Christodoro arranged for Icahn — who as an investor in Lyft had placed Christodoro on the board — to sell $424 million worth of private shares he owned in the ride-share giant, according to the people. This was a discount to the anticipated IPO price, the SEC said.
The SEC didn’t disclose the identities of Icahn, Soros or Christodoro in its release, and none of them was accused of wrongdoing in the statement. The people who identified the trio requested they not be named discussing confidential information.
Disclosure Failure
The regulator said that the San Francisco-based ride-sharing firm, which didn’t admit or deny the allegations in settling the case, failed to properly disclose the director’s financial interest in the transaction. Christodoro, who allegedly received both management fees and performance fees for the deal, resigned from the board at the time of the transaction in March 2019, according to a securities filing at the time.

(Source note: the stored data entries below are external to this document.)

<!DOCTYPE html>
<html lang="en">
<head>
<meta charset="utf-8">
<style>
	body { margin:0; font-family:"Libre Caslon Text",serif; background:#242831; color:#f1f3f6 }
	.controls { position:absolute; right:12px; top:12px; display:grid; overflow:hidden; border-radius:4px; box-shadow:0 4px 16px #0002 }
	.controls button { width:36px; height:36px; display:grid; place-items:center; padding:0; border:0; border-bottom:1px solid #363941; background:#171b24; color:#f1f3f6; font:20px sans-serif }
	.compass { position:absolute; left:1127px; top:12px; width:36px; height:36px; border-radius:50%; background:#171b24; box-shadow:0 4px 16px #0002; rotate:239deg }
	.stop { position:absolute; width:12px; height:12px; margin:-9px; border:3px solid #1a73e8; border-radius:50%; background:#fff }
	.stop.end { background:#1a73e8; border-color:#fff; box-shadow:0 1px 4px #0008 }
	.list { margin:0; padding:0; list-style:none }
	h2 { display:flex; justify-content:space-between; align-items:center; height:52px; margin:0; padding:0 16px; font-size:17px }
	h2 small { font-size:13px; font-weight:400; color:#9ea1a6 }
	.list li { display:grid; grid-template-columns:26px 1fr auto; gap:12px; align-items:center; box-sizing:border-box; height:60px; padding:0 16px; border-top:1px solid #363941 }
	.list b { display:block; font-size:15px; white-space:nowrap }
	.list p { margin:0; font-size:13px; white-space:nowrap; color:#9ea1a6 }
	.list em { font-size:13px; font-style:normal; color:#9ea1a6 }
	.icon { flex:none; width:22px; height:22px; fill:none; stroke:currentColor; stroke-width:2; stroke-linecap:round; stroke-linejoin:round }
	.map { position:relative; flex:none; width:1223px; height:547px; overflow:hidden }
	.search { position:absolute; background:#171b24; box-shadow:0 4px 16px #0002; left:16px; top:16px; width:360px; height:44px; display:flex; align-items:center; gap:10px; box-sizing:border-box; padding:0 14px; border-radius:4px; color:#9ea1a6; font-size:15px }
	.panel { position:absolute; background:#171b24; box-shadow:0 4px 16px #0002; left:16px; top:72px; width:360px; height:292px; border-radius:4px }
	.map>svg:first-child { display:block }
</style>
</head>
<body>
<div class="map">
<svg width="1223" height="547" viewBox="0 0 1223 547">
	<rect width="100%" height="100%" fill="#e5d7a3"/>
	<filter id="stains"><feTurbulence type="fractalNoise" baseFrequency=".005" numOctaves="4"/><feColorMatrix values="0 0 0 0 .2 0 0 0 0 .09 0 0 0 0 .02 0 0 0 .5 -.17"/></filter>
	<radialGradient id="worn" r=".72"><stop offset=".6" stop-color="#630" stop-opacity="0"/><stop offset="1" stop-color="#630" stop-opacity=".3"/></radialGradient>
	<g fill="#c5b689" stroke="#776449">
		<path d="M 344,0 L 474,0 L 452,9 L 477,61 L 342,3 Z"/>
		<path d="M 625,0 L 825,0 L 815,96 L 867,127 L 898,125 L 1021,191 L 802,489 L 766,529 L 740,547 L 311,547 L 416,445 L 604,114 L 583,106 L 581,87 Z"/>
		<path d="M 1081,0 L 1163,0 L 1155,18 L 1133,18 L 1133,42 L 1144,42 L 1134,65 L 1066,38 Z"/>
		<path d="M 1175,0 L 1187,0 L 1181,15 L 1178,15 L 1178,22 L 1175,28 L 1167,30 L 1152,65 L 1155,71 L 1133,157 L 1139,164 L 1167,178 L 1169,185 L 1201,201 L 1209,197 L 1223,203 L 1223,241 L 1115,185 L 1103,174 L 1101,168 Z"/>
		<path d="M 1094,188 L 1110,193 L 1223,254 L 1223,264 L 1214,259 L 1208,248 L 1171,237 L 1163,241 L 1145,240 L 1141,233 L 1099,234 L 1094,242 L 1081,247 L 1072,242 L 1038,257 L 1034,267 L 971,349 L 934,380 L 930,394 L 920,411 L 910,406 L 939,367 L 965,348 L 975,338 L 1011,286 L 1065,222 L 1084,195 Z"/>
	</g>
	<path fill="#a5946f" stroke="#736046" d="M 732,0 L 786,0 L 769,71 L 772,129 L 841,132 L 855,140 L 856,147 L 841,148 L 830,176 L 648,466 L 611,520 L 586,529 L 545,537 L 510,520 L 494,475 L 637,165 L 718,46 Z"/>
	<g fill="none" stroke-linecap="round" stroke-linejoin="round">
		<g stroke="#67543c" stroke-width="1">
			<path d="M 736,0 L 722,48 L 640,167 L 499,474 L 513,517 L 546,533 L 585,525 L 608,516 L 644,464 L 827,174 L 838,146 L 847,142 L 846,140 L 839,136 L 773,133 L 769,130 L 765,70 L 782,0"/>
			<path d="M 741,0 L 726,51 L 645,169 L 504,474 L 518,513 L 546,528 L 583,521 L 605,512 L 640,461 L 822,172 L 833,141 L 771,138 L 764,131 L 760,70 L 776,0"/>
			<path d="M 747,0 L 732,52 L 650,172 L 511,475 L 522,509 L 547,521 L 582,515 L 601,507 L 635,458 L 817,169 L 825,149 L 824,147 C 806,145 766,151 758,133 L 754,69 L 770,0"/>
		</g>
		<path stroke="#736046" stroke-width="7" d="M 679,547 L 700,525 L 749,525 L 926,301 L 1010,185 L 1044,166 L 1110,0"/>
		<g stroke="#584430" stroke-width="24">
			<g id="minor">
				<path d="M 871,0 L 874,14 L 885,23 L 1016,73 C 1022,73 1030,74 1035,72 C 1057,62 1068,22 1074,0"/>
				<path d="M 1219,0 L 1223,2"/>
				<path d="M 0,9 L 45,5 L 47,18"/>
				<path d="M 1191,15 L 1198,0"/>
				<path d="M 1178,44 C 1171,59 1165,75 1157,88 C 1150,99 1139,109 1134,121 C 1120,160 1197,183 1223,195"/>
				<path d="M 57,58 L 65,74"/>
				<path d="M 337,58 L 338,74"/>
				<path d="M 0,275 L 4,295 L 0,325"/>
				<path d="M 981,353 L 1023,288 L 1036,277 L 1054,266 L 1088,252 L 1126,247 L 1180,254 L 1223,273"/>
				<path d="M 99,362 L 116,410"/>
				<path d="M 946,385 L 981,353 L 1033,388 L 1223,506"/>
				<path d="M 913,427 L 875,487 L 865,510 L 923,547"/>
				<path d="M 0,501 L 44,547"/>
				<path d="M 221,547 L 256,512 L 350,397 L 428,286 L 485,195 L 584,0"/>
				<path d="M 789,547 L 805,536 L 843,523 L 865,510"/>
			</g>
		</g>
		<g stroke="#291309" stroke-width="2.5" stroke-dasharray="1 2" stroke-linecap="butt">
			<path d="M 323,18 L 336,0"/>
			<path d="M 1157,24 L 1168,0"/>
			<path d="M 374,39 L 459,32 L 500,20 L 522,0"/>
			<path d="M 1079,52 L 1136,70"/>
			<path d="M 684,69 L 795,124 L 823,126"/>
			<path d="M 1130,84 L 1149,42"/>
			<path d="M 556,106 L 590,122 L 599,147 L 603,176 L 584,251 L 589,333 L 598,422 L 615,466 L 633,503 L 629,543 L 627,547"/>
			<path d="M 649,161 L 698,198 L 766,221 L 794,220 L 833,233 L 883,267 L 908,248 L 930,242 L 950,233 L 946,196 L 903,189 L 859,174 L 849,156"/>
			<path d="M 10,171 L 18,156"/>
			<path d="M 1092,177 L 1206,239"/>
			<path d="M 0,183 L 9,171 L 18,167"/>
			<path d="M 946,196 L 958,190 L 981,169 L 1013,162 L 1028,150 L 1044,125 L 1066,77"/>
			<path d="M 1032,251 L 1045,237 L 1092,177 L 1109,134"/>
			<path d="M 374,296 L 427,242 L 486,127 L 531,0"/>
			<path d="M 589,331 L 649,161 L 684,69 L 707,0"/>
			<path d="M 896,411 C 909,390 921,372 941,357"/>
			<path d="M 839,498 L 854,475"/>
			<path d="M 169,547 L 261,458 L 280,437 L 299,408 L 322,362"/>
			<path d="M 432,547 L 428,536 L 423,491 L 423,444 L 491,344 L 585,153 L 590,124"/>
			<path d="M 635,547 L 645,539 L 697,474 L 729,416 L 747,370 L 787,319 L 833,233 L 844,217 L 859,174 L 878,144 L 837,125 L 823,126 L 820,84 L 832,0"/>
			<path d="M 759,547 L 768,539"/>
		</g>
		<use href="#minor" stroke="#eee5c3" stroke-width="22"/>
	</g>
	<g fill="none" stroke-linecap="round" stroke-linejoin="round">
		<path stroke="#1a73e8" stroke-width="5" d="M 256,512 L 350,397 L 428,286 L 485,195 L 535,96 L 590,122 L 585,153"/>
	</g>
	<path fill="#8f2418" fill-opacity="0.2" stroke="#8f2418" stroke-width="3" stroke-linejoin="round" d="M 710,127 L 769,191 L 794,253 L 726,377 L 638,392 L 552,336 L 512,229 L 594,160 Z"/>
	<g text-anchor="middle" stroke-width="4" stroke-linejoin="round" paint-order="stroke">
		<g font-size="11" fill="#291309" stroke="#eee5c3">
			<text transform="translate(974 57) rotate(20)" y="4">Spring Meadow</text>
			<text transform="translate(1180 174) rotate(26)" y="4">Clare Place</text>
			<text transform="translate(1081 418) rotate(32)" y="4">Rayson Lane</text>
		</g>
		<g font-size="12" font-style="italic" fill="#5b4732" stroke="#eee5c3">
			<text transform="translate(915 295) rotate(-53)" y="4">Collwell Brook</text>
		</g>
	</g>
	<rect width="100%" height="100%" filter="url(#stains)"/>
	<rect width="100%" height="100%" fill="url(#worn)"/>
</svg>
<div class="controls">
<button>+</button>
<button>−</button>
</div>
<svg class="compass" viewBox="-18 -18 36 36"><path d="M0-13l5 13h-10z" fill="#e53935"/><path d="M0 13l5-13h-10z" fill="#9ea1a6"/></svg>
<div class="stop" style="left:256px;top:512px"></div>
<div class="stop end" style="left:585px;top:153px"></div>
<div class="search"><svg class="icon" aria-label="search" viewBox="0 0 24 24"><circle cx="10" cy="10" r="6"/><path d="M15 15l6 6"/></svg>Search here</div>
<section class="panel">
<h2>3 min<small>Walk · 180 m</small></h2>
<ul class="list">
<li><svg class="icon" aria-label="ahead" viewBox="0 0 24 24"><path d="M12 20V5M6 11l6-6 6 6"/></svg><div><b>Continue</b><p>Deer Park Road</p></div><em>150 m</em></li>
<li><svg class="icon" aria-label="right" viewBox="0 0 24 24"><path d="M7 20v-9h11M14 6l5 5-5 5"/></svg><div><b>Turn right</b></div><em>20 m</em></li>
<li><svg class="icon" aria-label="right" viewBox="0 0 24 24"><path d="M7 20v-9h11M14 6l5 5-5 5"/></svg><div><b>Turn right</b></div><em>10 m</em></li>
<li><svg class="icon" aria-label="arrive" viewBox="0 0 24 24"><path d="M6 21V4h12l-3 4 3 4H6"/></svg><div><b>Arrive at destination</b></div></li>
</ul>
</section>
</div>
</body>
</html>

A representative for Lyft didn’t respond to a request for comment. Andrew Michaelson, a lawyer for Christodoro, declined to comment. Representatives for Icahn and Soros didn’t reply to requests for comment.
Ahead of Lyft’s IPO in late March 2019, a shareholder declined to sign the lock-up that would’ve restricted the person from selling Lyft shares for 180 days following the offering, the SEC alleged. That unidentified shareholder was Icahn, said the people familiar with the matter.
The seller owned about 2.6% of Lyft, the SEC said.
Christodoro reached out to an investor to whom the shareholder would sell the shares. The people familiar identified that party as Soros. Christodoro then allegedly helped construct a transaction where 7.7 million shares of Lyft were sold, which the Lyft board approved.
The shares were sold to a special-purpose vehicle set up by a firm affiliated with Christodoro, and then Soros secured the shares by becoming a partner in the special-purpose vehicle, according to the people and the SEC’s order.
The SEC had been looking into the transaction since at least 2020, two of the people familar with the deal said.
The director identified as Christodoro didn’t disclose his material interest in the transaction to Lyft and received millions of dollars for his role in arranging the deal, the SEC said. Soros sold his Lyft stake in the third quarter of 2019, according to securities filings.